Thanks! I see. Maybe things get more obvious if we...

- always classify a pattern as "decimal-digit-pattern" if the primary format token starts with (or contains?) "#"
- limit "any other format token" to single characters, and raise FODF1310 otherwise

Without those changes, I fear that users may easily get confused, and will hardly understand when an error is raised and when not.

The changed rules would then yield errors for the following queries:

- format-integer(1, '#')
- format-integer(1, '#,')
- format-integer(1, '#a')
- format-integer(1, 'x#')
- format-integer(1, '!!!')

I would even suggest to raise an error whenever "an implementation does not support a numbering sequence represented by the given token" in order to reject queries like "format-integer(1, '(')".


> Yes, they do, because the rule in question only applies when you have a
> "decimal digit pattern", and you only have a decimal digit pattern when the
> primary format token contains at least one digit. In fact, the rule cited is
> now always true by definition.

I would propose to rephrase this sentence into "There is at least one mandatory-digit-sign.". If we should decide to change the parsing rules as proposed above, this sentence could stay as is.
Comment 20 Michael Kay 2013-03-11 10:07:05 UTC
At this stage of the game, clarifying and fixing bugs in the spec is still allowed, but making improvements isn't. I think what you are suggesting falls into the category of suggesting improvements.

Some of the details of format-integer() are derived directly from xsl:number, which may explain some of the oddities.

Requiring the primary format token to be a single character would disallow "Ww",  and also (I believe) some other options that various xsl:number implementations have traditionally provided.

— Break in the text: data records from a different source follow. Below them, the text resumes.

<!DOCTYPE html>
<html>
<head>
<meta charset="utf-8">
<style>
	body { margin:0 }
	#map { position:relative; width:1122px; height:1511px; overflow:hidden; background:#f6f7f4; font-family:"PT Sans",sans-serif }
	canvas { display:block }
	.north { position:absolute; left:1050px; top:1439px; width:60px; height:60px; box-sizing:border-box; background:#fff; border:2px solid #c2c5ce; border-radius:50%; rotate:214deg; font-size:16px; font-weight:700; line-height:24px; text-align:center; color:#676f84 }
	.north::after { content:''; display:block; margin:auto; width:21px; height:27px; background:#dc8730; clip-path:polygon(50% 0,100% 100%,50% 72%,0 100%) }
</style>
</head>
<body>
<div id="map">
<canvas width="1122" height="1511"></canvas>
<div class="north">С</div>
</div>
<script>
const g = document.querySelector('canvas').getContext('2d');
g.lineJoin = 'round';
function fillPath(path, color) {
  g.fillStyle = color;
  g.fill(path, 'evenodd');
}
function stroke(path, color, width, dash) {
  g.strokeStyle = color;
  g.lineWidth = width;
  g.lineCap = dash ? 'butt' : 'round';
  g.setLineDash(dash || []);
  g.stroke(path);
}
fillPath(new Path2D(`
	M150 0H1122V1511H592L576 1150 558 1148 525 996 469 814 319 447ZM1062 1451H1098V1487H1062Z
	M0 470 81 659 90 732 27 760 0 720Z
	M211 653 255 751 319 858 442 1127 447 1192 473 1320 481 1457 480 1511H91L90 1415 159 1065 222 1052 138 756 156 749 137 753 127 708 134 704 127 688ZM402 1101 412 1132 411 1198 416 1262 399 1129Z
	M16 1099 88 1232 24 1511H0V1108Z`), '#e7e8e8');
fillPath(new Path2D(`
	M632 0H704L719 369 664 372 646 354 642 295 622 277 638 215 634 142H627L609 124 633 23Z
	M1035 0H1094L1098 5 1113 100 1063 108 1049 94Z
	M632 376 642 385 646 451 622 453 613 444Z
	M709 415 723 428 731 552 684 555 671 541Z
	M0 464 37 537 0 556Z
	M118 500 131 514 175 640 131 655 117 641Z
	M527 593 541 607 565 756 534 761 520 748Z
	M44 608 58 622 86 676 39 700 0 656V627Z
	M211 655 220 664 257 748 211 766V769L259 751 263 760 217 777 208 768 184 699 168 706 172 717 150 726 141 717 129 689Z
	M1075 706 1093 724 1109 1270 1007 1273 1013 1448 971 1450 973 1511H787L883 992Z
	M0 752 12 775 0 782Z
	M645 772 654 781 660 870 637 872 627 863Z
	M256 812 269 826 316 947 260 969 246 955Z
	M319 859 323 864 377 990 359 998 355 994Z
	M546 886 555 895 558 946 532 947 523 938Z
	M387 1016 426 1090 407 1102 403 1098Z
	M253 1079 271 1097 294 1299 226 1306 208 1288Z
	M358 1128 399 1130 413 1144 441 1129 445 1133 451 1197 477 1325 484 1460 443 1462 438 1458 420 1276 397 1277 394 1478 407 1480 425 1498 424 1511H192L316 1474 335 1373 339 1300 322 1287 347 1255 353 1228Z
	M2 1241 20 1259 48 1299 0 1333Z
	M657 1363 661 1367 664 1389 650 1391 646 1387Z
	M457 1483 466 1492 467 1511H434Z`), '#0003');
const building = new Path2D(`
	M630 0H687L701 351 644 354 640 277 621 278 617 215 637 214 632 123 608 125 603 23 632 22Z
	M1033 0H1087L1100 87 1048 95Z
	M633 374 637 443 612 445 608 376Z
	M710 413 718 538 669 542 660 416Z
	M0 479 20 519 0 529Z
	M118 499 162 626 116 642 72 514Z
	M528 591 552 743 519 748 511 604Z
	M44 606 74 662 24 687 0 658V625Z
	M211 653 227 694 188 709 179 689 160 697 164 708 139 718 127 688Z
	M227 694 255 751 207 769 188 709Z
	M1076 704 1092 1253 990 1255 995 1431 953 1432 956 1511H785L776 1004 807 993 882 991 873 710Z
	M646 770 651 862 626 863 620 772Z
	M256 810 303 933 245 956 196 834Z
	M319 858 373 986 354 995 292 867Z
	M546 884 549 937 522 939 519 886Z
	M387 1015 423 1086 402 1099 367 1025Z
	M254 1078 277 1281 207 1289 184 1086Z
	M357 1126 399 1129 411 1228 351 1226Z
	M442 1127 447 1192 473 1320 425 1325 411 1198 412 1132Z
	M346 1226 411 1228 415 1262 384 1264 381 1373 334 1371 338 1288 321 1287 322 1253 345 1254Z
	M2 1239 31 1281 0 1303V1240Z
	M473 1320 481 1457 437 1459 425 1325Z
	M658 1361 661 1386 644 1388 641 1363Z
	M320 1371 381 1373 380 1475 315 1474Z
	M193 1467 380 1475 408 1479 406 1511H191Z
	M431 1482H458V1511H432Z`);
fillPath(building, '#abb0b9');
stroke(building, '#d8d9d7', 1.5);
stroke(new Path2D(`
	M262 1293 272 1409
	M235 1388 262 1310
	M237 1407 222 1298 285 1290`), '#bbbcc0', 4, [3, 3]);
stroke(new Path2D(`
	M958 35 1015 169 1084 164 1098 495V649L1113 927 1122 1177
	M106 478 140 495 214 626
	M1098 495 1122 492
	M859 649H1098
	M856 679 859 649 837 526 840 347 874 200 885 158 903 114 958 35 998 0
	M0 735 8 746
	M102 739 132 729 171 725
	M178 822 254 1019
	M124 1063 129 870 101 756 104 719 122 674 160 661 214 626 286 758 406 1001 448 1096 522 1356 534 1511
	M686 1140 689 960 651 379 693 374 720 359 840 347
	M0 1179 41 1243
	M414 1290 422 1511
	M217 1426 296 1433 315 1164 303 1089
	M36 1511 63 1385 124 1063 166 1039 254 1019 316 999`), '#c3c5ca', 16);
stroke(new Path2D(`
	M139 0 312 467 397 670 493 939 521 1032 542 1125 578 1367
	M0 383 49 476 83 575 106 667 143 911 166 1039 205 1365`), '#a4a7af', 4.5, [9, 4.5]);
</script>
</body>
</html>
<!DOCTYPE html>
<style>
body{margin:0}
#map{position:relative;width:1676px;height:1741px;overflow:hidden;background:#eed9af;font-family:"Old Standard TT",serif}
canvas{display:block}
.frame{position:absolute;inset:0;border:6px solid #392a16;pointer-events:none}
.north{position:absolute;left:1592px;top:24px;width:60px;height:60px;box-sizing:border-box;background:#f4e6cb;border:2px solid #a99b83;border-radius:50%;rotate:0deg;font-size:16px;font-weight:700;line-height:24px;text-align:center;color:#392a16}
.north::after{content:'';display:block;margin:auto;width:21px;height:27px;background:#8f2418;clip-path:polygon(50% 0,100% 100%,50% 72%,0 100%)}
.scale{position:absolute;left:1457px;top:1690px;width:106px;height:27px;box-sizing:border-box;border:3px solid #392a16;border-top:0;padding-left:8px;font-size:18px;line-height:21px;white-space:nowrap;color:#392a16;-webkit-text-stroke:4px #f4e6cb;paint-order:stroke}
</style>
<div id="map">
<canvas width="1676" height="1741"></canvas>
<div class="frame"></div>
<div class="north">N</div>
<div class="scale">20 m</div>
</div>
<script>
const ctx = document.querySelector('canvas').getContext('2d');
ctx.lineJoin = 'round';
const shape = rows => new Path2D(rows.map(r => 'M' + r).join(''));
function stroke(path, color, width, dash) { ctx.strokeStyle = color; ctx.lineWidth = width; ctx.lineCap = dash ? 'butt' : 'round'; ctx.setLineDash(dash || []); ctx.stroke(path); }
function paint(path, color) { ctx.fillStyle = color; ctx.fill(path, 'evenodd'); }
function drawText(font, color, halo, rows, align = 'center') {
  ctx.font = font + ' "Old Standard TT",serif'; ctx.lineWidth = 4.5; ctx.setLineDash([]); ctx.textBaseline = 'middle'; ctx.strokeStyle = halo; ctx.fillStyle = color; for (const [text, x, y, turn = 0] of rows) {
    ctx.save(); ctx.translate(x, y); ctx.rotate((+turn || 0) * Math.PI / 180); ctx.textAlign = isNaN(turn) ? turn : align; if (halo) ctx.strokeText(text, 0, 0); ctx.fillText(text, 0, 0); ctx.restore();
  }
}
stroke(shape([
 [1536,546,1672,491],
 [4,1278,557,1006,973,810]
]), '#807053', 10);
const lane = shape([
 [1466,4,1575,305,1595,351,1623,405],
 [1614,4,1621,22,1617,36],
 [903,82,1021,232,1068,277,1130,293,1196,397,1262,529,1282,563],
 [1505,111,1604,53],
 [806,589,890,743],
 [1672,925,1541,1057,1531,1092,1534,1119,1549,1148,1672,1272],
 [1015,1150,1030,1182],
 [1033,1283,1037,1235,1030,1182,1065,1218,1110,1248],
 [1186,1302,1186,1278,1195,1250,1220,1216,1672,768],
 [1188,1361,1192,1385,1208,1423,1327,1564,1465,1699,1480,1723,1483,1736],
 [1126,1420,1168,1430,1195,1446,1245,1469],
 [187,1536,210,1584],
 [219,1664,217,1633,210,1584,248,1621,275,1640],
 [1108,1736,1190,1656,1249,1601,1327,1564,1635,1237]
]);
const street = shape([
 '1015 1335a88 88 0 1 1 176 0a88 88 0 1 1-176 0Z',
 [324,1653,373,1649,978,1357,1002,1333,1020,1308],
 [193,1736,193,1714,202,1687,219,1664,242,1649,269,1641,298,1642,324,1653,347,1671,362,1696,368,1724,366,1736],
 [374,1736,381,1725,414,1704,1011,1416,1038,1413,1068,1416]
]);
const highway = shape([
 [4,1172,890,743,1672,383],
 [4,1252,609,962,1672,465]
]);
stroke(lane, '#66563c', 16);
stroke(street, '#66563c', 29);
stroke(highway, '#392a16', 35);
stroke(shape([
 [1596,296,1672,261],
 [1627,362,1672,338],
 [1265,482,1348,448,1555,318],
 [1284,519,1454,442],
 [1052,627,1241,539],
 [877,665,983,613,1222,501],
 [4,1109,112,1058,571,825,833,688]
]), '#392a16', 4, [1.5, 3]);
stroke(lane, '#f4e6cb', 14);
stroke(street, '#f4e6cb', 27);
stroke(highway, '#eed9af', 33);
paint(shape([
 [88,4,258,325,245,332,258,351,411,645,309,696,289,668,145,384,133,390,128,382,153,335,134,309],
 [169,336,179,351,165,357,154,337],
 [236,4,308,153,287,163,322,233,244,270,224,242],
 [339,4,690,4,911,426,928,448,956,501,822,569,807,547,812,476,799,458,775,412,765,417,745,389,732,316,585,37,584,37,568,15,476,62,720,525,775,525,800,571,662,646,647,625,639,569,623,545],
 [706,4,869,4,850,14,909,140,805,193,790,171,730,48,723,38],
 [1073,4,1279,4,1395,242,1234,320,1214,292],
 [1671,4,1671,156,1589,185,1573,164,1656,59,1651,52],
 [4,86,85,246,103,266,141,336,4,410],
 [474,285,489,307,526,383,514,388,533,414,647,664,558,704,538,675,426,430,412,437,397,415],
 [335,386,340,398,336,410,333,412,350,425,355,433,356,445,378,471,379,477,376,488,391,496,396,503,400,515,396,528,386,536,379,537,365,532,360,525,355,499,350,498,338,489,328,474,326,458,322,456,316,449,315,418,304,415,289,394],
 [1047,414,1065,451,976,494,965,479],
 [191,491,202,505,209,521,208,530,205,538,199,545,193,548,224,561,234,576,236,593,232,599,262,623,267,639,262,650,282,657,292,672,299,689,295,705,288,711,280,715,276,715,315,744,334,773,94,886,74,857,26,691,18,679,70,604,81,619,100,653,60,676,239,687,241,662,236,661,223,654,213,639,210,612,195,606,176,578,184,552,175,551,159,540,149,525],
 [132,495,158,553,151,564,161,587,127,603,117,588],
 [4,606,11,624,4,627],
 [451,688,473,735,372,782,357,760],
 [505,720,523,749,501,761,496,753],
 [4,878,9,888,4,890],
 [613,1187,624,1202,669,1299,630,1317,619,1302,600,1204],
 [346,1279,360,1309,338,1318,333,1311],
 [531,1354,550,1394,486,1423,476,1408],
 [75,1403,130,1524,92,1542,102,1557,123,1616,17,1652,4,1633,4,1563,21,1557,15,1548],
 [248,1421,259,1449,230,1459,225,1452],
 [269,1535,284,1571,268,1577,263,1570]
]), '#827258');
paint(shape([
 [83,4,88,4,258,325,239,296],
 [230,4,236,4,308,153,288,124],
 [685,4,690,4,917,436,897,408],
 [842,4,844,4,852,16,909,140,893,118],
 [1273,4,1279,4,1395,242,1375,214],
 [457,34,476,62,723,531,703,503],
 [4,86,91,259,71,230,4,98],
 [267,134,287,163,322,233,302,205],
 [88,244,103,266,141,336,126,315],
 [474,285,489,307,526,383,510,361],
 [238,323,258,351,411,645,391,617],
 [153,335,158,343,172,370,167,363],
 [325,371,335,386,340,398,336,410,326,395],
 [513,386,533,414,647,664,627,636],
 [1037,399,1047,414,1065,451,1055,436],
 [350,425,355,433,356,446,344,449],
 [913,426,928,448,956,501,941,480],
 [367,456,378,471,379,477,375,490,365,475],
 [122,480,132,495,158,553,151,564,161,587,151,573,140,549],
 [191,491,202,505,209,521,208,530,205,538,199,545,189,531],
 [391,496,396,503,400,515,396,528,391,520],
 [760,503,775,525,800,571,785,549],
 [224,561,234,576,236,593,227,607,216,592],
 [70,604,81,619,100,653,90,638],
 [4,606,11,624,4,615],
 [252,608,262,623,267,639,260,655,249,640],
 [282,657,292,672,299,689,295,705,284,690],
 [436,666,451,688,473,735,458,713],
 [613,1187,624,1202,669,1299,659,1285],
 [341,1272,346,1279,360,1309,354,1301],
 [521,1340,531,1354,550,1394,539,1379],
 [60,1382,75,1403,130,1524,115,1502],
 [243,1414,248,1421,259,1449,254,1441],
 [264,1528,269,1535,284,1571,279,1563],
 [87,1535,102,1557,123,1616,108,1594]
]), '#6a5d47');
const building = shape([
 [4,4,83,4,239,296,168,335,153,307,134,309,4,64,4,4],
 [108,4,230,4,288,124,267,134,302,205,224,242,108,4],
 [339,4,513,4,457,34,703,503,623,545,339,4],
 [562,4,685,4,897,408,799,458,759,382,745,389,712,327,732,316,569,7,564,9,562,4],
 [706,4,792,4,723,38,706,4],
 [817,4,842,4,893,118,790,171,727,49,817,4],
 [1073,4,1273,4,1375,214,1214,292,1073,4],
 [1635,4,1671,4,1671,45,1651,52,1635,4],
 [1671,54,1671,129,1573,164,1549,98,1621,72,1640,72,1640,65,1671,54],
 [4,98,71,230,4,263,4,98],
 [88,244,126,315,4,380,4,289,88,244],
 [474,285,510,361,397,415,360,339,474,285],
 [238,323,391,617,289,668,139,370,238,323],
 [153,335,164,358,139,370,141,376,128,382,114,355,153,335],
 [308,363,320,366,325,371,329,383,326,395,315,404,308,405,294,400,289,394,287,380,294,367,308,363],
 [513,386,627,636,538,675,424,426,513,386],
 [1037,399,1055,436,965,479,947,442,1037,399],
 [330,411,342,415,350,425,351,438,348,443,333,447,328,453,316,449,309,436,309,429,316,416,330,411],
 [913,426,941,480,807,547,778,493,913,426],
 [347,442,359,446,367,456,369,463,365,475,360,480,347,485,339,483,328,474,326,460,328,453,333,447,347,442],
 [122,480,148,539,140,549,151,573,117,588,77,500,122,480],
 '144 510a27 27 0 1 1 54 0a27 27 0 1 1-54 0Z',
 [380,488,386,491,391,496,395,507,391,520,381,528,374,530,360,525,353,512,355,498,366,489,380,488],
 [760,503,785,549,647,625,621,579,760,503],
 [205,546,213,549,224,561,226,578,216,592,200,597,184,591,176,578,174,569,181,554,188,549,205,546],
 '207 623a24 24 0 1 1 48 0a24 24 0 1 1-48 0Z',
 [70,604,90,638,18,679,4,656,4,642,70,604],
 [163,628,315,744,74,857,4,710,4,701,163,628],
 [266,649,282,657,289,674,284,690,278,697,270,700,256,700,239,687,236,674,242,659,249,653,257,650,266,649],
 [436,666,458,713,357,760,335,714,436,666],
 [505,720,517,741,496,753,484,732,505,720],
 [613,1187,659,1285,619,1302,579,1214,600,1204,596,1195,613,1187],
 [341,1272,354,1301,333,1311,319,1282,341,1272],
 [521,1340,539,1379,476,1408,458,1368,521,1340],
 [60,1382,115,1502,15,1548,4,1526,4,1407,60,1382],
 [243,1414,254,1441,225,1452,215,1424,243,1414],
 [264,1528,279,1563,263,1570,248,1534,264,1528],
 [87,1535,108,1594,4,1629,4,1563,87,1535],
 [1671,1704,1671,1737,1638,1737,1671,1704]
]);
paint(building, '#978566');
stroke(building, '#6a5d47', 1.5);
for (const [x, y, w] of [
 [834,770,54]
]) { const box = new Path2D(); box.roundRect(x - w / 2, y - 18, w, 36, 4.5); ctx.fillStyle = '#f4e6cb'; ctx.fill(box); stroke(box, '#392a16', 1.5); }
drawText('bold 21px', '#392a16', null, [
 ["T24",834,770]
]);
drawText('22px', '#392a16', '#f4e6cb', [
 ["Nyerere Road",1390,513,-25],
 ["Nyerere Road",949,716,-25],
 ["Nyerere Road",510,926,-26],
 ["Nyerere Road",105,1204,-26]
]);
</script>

The design principle for error handling in functions such as format-integer(), format-date() etc is that if the picture syntax is wrong, it's an error, but if the picture has implementation-defined semantics, then implementations that don't recognize the picture must use a fall-back representation. This is designed to maximize interoperability.
Comment 21 Christian Gruen 2013-03-11 10:16:24 UTC
..enough reasons to change the status back to RESOLVED. Thanks for the helpful insights.
Comment 22 Christian Gruen 2013-03-11 15:55:25 UTC
Another one.. The specification says that 

"It is ·implementation-defined· what combinations of values of the format token, the language, and the cardinal/ordinal modifier are supported. If ordinal numbering is not supported for the combination of the format token, the language, and the string appearing in parentheses, the request is ignored and cardinal numbers are generated instead."

As already observed in comment#12, the test "format-integer-038" requires "1234" to be returned, whereas I would also have expected "1234th" as result or (at least) alternative. Did I miss something?
Comment 23 Michael Kay 2013-03-11 17:51:55 UTC
I agree, the result of format-integer-038 should be "1234th". Will fix.
Comment 24 Christian Gruen 2013-03-11 19:03:38 UTC
In the current specification, error FODF1310 is described as following:

"This error is raised if the picture string supplied to fn:format-number has invalid syntax."

I believe that fn:format-integer should be added:

"This error is raised if the picture string supplied to fn:format-number or fn:format-integer has invalid syntax."